Rachad Alao, vice president of product engineering at Cohere, told enterprise leaders at VB Transform 2026 that companies building AI agents must maintain control over their entire technology stack to preserve data sovereignty and avoid vendor lock-in.

Speaking at the Menlo Park conference, Alao stressed that enterprises cannot simply adopt third-party AI solutions and expect to retain control of sensitive information or the flexibility to switch providers. Instead, organizations need ownership over the full agent infrastructure, from the underlying models to the deployment layer.

The argument reflects growing tension in enterprise AI adoption. Companies want to leverage powerful generative AI systems to automate complex business processes, but they hesitate to hand over proprietary data or become dependent on a single vendor's black-box infrastructure.

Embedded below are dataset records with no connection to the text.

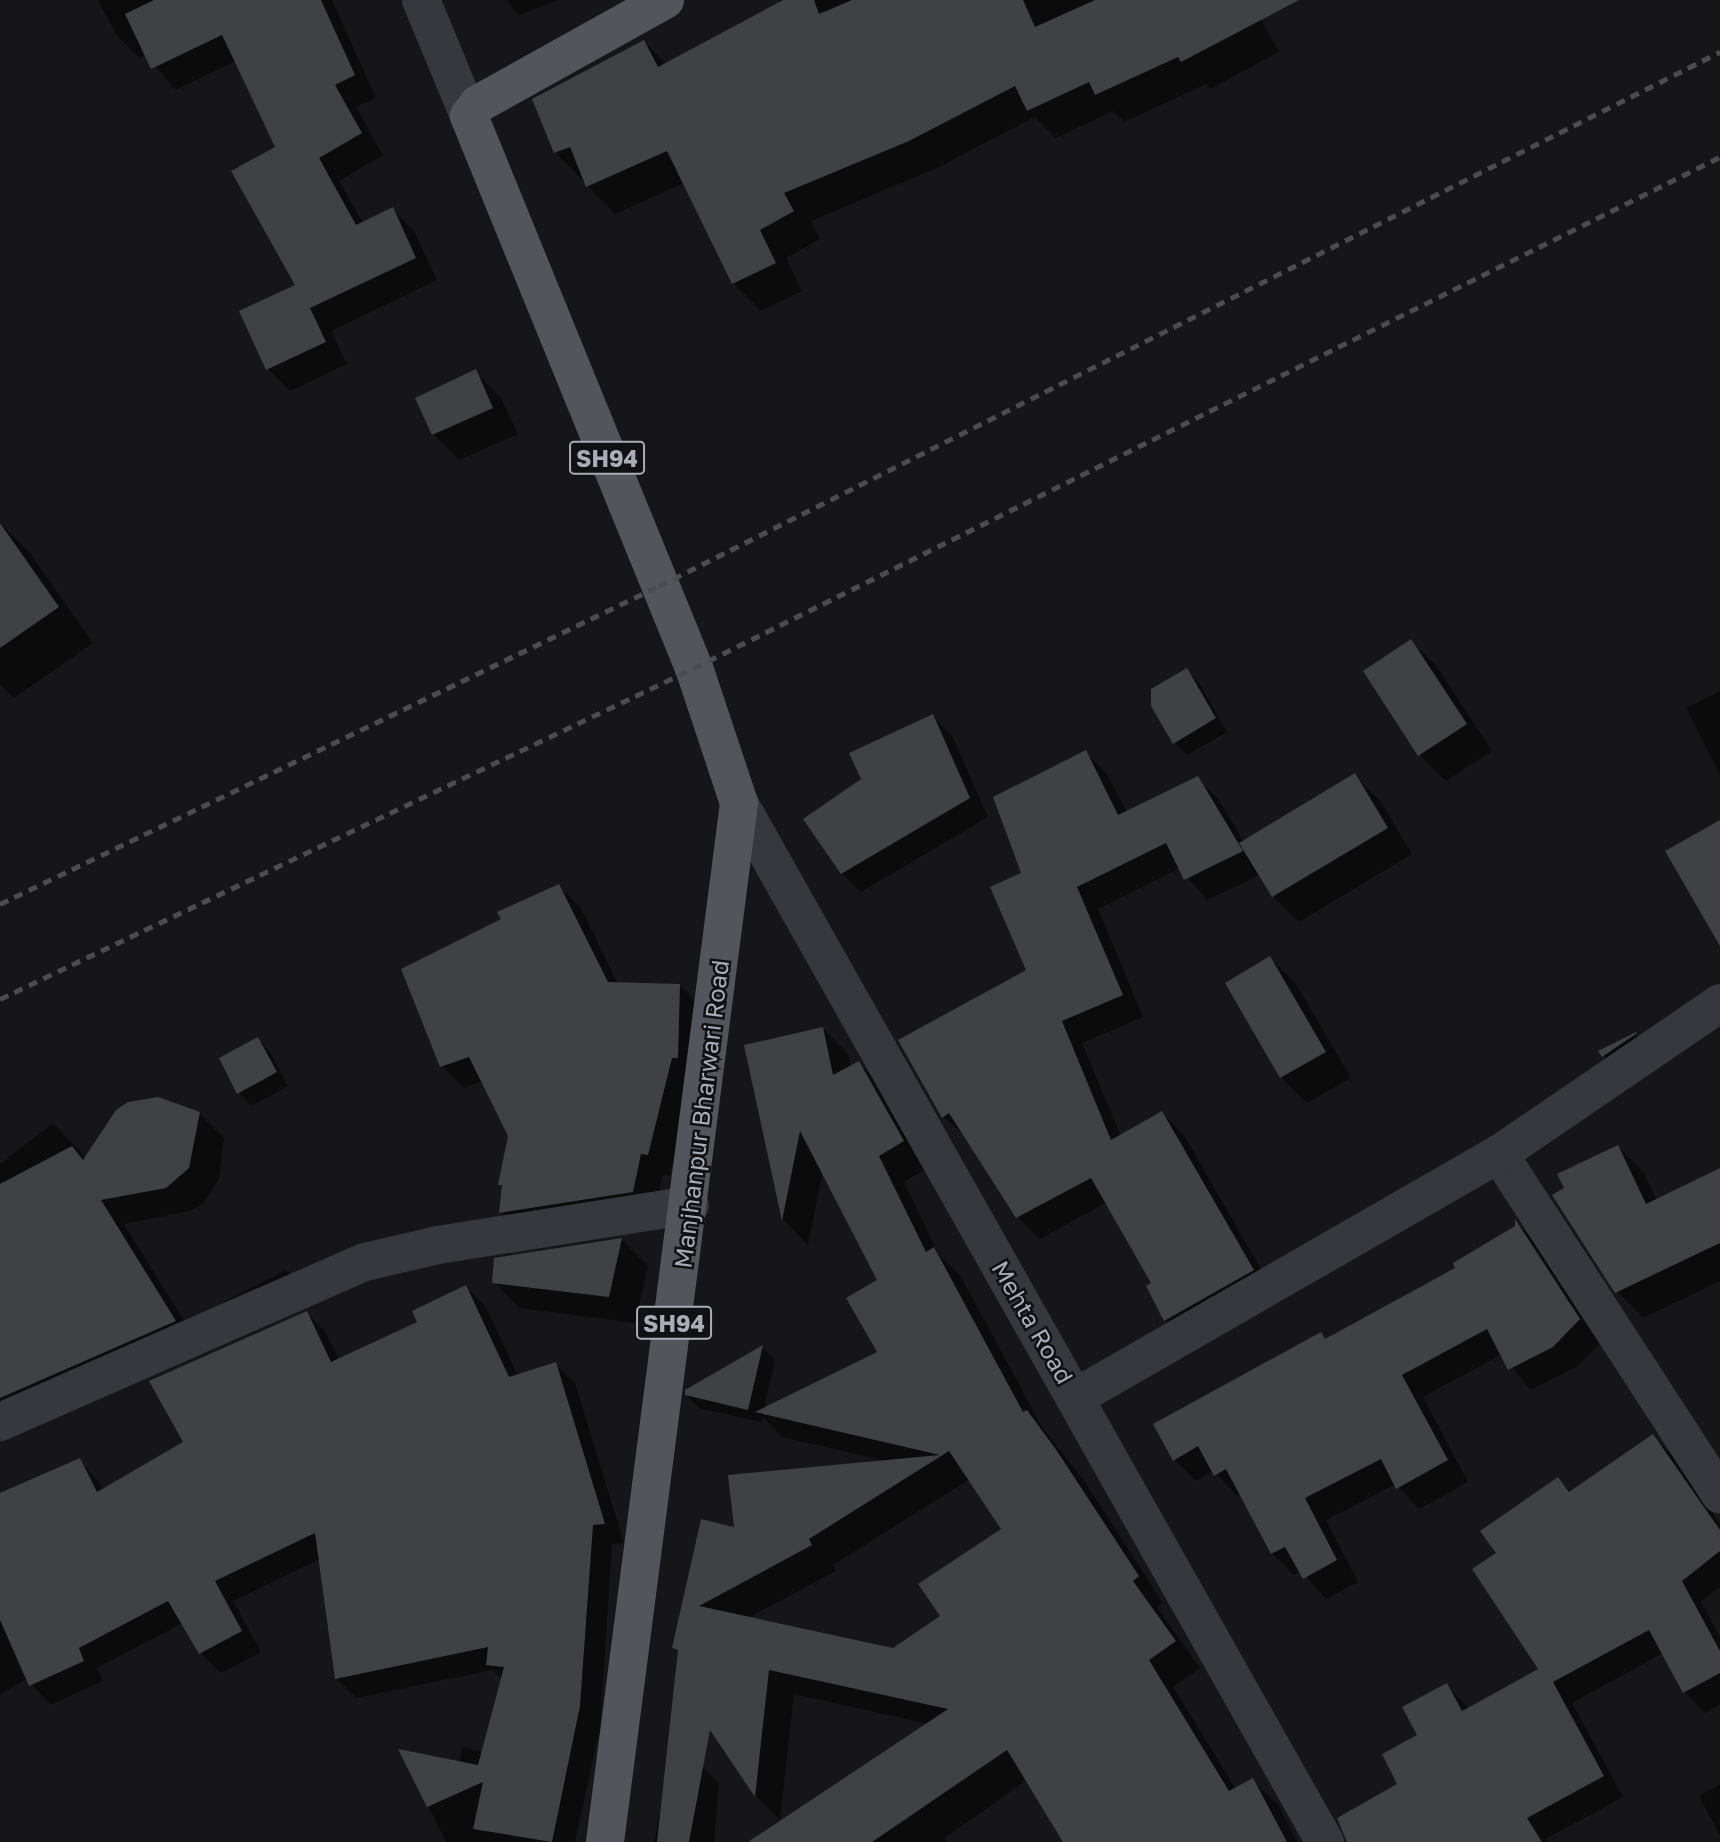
<!DOCTYPE html>
<style>
body{margin:0}
#map{position:relative;width:1720px;height:1842px;overflow:hidden;background:#161618;font-family:"Golos Text",sans-serif}
div>[style]{position:absolute}
.shadow>*{inset:0;background:#0007}
.building>*{inset:0;background:#404145}
.minor>*{height:38px;margin:-19px;padding:0 19px;transform-origin:19px;border-radius:19px;background:#37383d}
.tertiary>*{height:38px;margin:-19px;padding:0 19px;transform-origin:19px;border-radius:19px;background:#37383d}
.primary>*{height:38px;margin:-19px;padding:0 19px;transform-origin:19px;border-radius:19px;background:#53555c}
.rail>*{height:5px;margin-top:-2.5px;transform-origin:0;background:repeating-linear-gradient(90deg,#4a4c52 0 9px,transparent 0 16px)}
span{translate:-50% -50%;white-space:nowrap;text-align:center;line-height:1.15;-webkit-text-stroke:5px #111113;paint-order:stroke}
.shield-label span{padding:2px 5px;background:#111113;border:2px solid;border-radius:5px;-webkit-text-stroke-width:0}
.shield-label{font-size:23px;color:#a8adb8;font-weight:700}
.street-label{font-size:24px;color:#a8adb8}
</style>
<div id="map">
<div class="shadow">
<i style="clip-path:polygon(98px 0,332px 0,376px 98px,356px 107px,383px 155px,339px 181px,363px 223px,392px 209px,414px 231px,437px 280px,331px 331px,347px 364px,290px 391px,268px 369px,297px 286px,277px 147px,236px 61px,175px 90px,146px 55px,140px 58px,117px 36px)"></i>
<i style="clip-path:polygon(506px 0,558px 0,519px 15px)"></i>
<i style="clip-path:polygon(779px 0,1251px 0,1279px 52px,1210px 89px,1206px 84px,1124px 122px,1113px 111px,1056px 138px,1035px 117px,937px 168px,811px 221px,820px 239px,786px 258px,802px 291px,761px 311px,733px 283px,684px 183px,615px 214px,555px 152px,644px 42px,666px 64px,752px 21px,750px 17px,780px 3px)"></i>
<i style="clip-path:polygon(475px 372px,501px 398px,518px 434px,459px 460px,433px 434px)"></i>
<i style="clip-path:polygon(0 523px,30px 553px,93px 643px,14px 698px,0 684px)"></i>
<i style="clip-path:polygon(1411px 641px,1437px 667px,1492px 751px,1446px 781px,1420px 755px)"></i>
<i style="clip-path:polygon(1186px 670px,1199px 683px,1227px 732px,1187px 755px,1174px 742px)"></i>
<i style="clip-path:polygon(1720px 691px,1720px 775px,1686px 708px)"></i>
<i style="clip-path:polygon(933px 716px,952px 736px,988px 817px,861px 892px,842px 873px,863px 780px)"></i>
<i style="clip-path:polygon(1085px 752px,1107px 774px,1127px 813px,1197px 778px,1219px 800px,1244px 842px,1355px 776px,1381px 802px,1412px 854px,1299px 922px,1273px 896px,1260px 875px,1207px 900px,1180px 868px,1098px 909px,1143px 1017px,1082px 1043px,1121px 1136px,1162px 1113px,1184px 1135px,1274px 1292px,1187px 1342px,1165px 1320px,1153px 1284px,1107px 1202px,1040px 1239px,1018px 1217px,967px 1137px,943px 1117px,1028px 971px,1023px 874px)"></i>
<i style="clip-path:polygon(558px 886px,581px 908px,618px 984px,679px 985px,702px 1007px,694px 1080px,670px 1176px,663px 1175px,654px 1214px,523px 1234px,501px 1212px,504px 1188px,500px 1184px,510px 1136px,483px 1081px,464px 1088px,442px 1066px,503px 920px)"></i>
<i style="clip-path:polygon(1270px 958px,1296px 984px,1351px 1078px,1307px 1103px,1281px 1077px)"></i>
<i style="clip-path:polygon(evenodd,823px 1029px,848px 1054px,851px 1067px,859px 1063px,885px 1089px,929px 1167px,904px 1182px,939px 1255px,960px 1275px,1042px 1427px,1083px 1479px,1163px 1603px,1157px 1607px,1200px 1668px,1173px 1687px,1236px 1789px,1253px 1781px,1279px 1806px,1297px 1842px,1065px 1842px,1027px 1780px,945px 1838px,946px 1842px,787px 1842px,929px 1724px,794px 1694px,780px 1820px,756px 1796px,676px 1677px,679px 1653px,674px 1648px,736px 1529px,886px 1461px,782px 1437px,762px 1416px,761px 1422px,699px 1408px,686px 1395px,763px 1348px,775px 1360px,764px 1409px,879px 1353px,879px 1281px,823px 1171px,808px 1245px,784px 1220px,746px 1046px,823px 1029px,970px 1479px,1003px 1530px,942px 1616px,893px 1650px,748px 1618px,836px 1571px,833px 1565px,970px 1479px)"></i>
<i style="clip-path:polygon(1637px 1035px,1648px 1047px,1616px 1069px,1601px 1052px)"></i>
<i style="clip-path:polygon(258px 1039px,270px 1052px,288px 1086px,251px 1106px,239px 1093px)"></i>
<i style="clip-path:polygon(199px 1113px,224px 1138px,219px 1179px,203px 1204px,190px 1211px,124px 1224px,199px 1345px,0 1439px,0 1164px,53px 1123px,86px 1158px)"></i>
<i style="clip-path:polygon(1618px 1147px,1644px 1173px,1657px 1201px,1720px 1170px,1720px 1281px,1643px 1318px,1617px 1291px,1566px 1189px)"></i>
<i style="clip-path:polygon(1517px 1223px,1536px 1242px,1601px 1342px,1575px 1368px,1531px 1390px,1502px 1354px,1423px 1397px,1468px 1482px,1419px 1509px,1396px 1484px,1326px 1520px,1358px 1582px,1326px 1599px,1301px 1571px,1294px 1575px,1272px 1553px,1241px 1494px,1237px 1496px,1213px 1471px,1196px 1481px,1174px 1459px,1321px 1334px,1326px 1340px,1458px 1269px)"></i>
<i style="clip-path:polygon(622px 1240px,648px 1266px,635px 1323px,520px 1308px,494px 1282px,496px 1260px)"></i>
<i style="clip-path:polygon(286px 1270px,312px 1297px,247px 1327px,223px 1302px)"></i>
<i style="clip-path:polygon(466px 1287px,486px 1307px,518px 1376px,555px 1364px,575px 1383px,624px 1543px,612px 1544px,600px 1727px,575px 1842px,446px 1842px,401px 1751px,459px 1763px,462px 1747px,483px 1752px,503px 1680px,492px 1670px,356px 1698px,336px 1678px,320px 1559px,233px 1601px,261px 1652px,221px 1673px,201px 1653px,183px 1623px,97px 1668px,103px 1681px,50px 1705px,27px 1679px,0 1694px,0 1495px,80px 1460px,104px 1489px,185px 1443px,307px 1313px,326px 1333px,339px 1360px,419px 1323px)"></i>
<i style="clip-path:polygon(1652px 1436px,1673px 1456px,1720px 1524px,1720px 1587px,1701px 1601px,1720px 1637px,1720px 1704px,1705px 1713px,1685px 1692px,1663px 1653px,1572px 1703px,1623px 1797px,1546px 1839px,1548px 1842px,1368px 1842px,1447px 1685px,1469px 1709px,1541px 1669px,1498px 1553px,1558px 1479px,1571px 1492px)"></i>
<i style="clip-path:polygon(671px 1758px,697px 1762px,719px 1784px,714px 1842px,654px 1842px)"></i>
<i style="clip-path:polygon(1720px 1784px,1720px 1836px,1699px 1796px)"></i>
</div>
<div class="building">
<i style="clip-path:polygon(154px 0,321px 0,355px 75px,335px 85px,362px 133px,319px 158px,356px 225px,393px 207px,416px 258px,310px 308px,326px 342px,266px 370px,239px 311px,295px 285px,231px 171px,275px 147px,222px 35px,151px 69px,125px 14px)"></i>
<i style="clip-path:polygon(783px 0,814px 0,819px 14px,852px 0,1023px 0,1035px 27px,1095px 0,1299px 0,1181px 62px,1178px 57px,1095px 95px,1089px 82px,1027px 111px,1015px 86px,909px 141px,784px 193px,794px 211px,760px 230px,776px 263px,732px 284px,667px 151px,586px 187px,570px 147px,554px 153px,532px 99px,644px 40px,658px 67px)"></i>
<i style="clip-path:polygon(476px 369px,493px 408px,432px 435px,415px 398px)"></i>
<i style="clip-path:polygon(0 523px,59px 607px,0 648px)"></i>
<i style="clip-path:polygon(1411px 639px,1467px 724px,1418px 756px,1363px 671px)"></i>
<i style="clip-path:polygon(1187px 668px,1216px 718px,1173px 744px,1151px 706px,1151px 689px)"></i>
<i style="clip-path:polygon(933px 714px,970px 798px,841px 874px,803px 819px,861px 779px,849px 753px)"></i>
<i style="clip-path:polygon(1086px 750px,1118px 815px,1198px 776px,1243px 851px,1184px 880px,1166px 843px,1077px 887px,1123px 995px,1062px 1021px,1111px 1140px,1162px 1111px,1254px 1270px,1164px 1321px,1146px 1286px,1151px 1283px,1091px 1178px,1016px 1218px,949px 1113px,942px 1118px,898px 1040px,1026px 970px,990px 887px,1021px 873px,993px 797px)"></i>
<i style="clip-path:polygon(1355px 773px,1388px 828px,1272px 897px,1239px 843px)"></i>
<i style="clip-path:polygon(1720px 820px,1720px 946px,1665px 851px)"></i>
<i style="clip-path:polygon(559px 884px,608px 982px,680px 984px,678px 1058px,672px 1058px,648px 1155px,641px 1154px,633px 1192px,499px 1213px,502px 1185px,498px 1185px,508px 1136px,469px 1057px,440px 1067px,401px 969px,501px 919px,497px 912px)"></i>
<i style="clip-path:polygon(1270px 956px,1326px 1052px,1280px 1078px,1225px 983px)"></i>
<i style="clip-path:polygon(evenodd,823px 1027px,833px 1075px,859px 1061px,904px 1141px,879px 1156px,926px 1252px,934px 1247px,1023px 1412px,1027px 1410px,1057px 1451px,1139px 1576px,1133px 1581px,1176px 1641px,1149px 1660px,1229px 1791px,1253px 1778px,1287px 1842px,1063px 1842px,1007px 1750px,872px 1842px,748px 1842px,948px 1709px,769px 1670px,755px 1797px,710px 1730px,689px 1842px,657px 1842px,678px 1650px,672px 1648px,701px 1519px,734px 1527px,728px 1475px,940px 1455px,755px 1412px,877px 1352px,846px 1298px,877px 1280px,800px 1131px,782px 1221px,744px 1045px,823px 1027px,949px 1451px,1001px 1529px,918px 1584px,940px 1616px,893px 1648px,699px 1606px,812px 1545px,809px 1539px,949px 1451px)"></i>
<i style="clip-path:polygon(1636px 1032px,1637px 1033px,1602px 1057px,1598px 1051px)"></i>
<i style="clip-path:polygon(258px 1037px,277px 1072px,237px 1094px,219px 1058px)"></i>
<i style="clip-path:polygon(158px 1097px,200px 1112px,189px 1168px,166px 1188px,101px 1200px,176px 1321px,0 1398px,0 1184px,72px 1146px,83px 1160px,116px 1110px,128px 1102px)"></i>
<i style="clip-path:polygon(1618px 1145px,1646px 1204px,1720px 1168px,1720px 1243px,1615px 1293px,1552px 1195px,1564px 1188px,1557px 1174px)"></i>
<i style="clip-path:polygon(1515px 1219px,1580px 1319px,1553px 1347px,1508px 1370px,1487px 1329px,1402px 1375px,1448px 1460px,1396px 1489px,1381px 1459px,1305px 1498px,1337px 1560px,1303px 1579px,1285px 1547px,1271px 1554px,1226px 1469px,1214px 1476px,1198px 1446px,1173px 1461px,1153px 1424px,1321px 1332px,1325px 1339px,1455px 1268px,1453px 1263px,1515px 1226px)"></i>
<i style="clip-path:polygon(622px 1238px,609px 1297px,492px 1283px,494px 1258px)"></i>
<i style="clip-path:polygon(466px 1285px,509px 1377px,556px 1362px,605px 1524px,593px 1525px,580px 1706px,552px 1842px,473px 1829px,483px 1782px,427px 1807px,398px 1749px,478px 1765px,504px 1667px,486px 1665px,488px 1647px,335px 1679px,315px 1533px,215px 1581px,242px 1631px,199px 1654px,168px 1601px,79px 1648px,84px 1661px,29px 1686px,0 1620px,0 1493px,80px 1458px,97px 1492px,183px 1442px,149px 1381px,307px 1311px,331px 1362px,417px 1322px,412px 1311px)"></i>
<i style="clip-path:polygon(763px 1345px,748px 1410px,685px 1395px,685px 1390px)"></i>
<i style="clip-path:polygon(1653px 1434px,1720px 1530px,1720px 1551px,1682px 1581px,1720px 1651px,1720px 1673px,1683px 1693px,1649px 1630px,1553px 1682px,1604px 1776px,1527px 1818px,1542px 1842px,1347px 1842px,1337px 1818px,1397px 1784px,1382px 1754px,1417px 1735px,1402px 1707px,1447px 1683px,1462px 1711px,1538px 1669px,1472px 1569px,1496px 1553px,1480px 1531px,1558px 1477px,1569px 1492px)"></i>
</div>
<div class="minor">
<i style="left:1499px;top:1154px;width:406px;rotate:57deg"></i>
<i style="left:1076px;top:1397px;width:488px;rotate:-29.9deg"></i>
<i style="left:1499px;top:1154px;width:268px;rotate:-34.3deg"></i>
<i style="left:0;top:1422px;width:399px;rotate:-23.7deg"></i>
<i style="left:365px;top:1262px;width:75px;rotate:-13.1deg"></i>
<i style="left:438px;top:1245px;width:255px;rotate:-9deg"></i>
</div>
<div class="tertiary">
<i style="left:421px;top:0;width:126px;rotate:67.5deg"></i>
<i style="left:739px;top:803px;width:1193px;rotate:60.58deg"></i>
</div>
<div class="primary">
<i style="left:605px;top:1842px;width:1048px;rotate:-82.65deg"></i>
<i style="left:739px;top:803px;width:142px;rotate:-108.4deg"></i>
<i style="left:694px;top:668px;width:596px;rotate:-112.18deg"></i>
<i style="left:469px;top:116px;width:15px;rotate:-53deg"></i>
<i style="left:478px;top:104px;width:214px;rotate:-29.1deg"></i>
</div>
<div class="rail">
<i style="left:0;top:904px;width:732px;rotate:-25.76deg"></i>
<i style="left:659px;top:586px;width:1188px;rotate:-26.72deg"></i>
<i style="left:0;top:999px;width:769px;rotate:-25.5deg"></i>
<i style="left:694px;top:668px;width:1146px;rotate:-26.48deg"></i>
</div>
<div class="shield-label">
<span style="left:607px;top:458px">SH94</span>
<span style="left:674px;top:1323px">SH94</span>
</div>
<div class="street-label">
<span style="left:701px;top:1114px;rotate:-83deg">Manjhanpur Bharwari Road</span>
<span style="left:1033px;top:1322px;rotate:60deg">Mehta Road</span>
</div>
</div>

Cohere, a Canadian startup, positions itself as an alternative to larger incumbents by offering enterprises the ability to run AI agents on their own infrastructure while maintaining control over model updates and vendor relationships. This aligns with a broader industry shift toward "sovereign" AI solutions, particularly among regulated industries and large corporations concerned about data residency, compliance, and strategic flexibility.

Alao brings relevant expertise to this conversation. He previously managed responsible AI and trust and safety engineering at Google and Meta, giving him credibility when discussing the security and governance challenges that emerge when enterprises deploy AI agents at scale.

The sovereignty pitch resonates because enterprise AI adoption has exposed real problems. Companies using third-party agents cannot easily audit decision-making processes, cannot guarantee their data stays within specific jurisdictions, and face difficulties if they need to migrate to competing platforms.

However, the full-stack control model demands significant technical investment from enterprises. They must hire skilled teams, maintain infrastructure, and manage model updates themselves. This creates a trade-off between convenience and control that large organizations are increasingly willing to make given the stakes involved with AI systems handling critical business functions.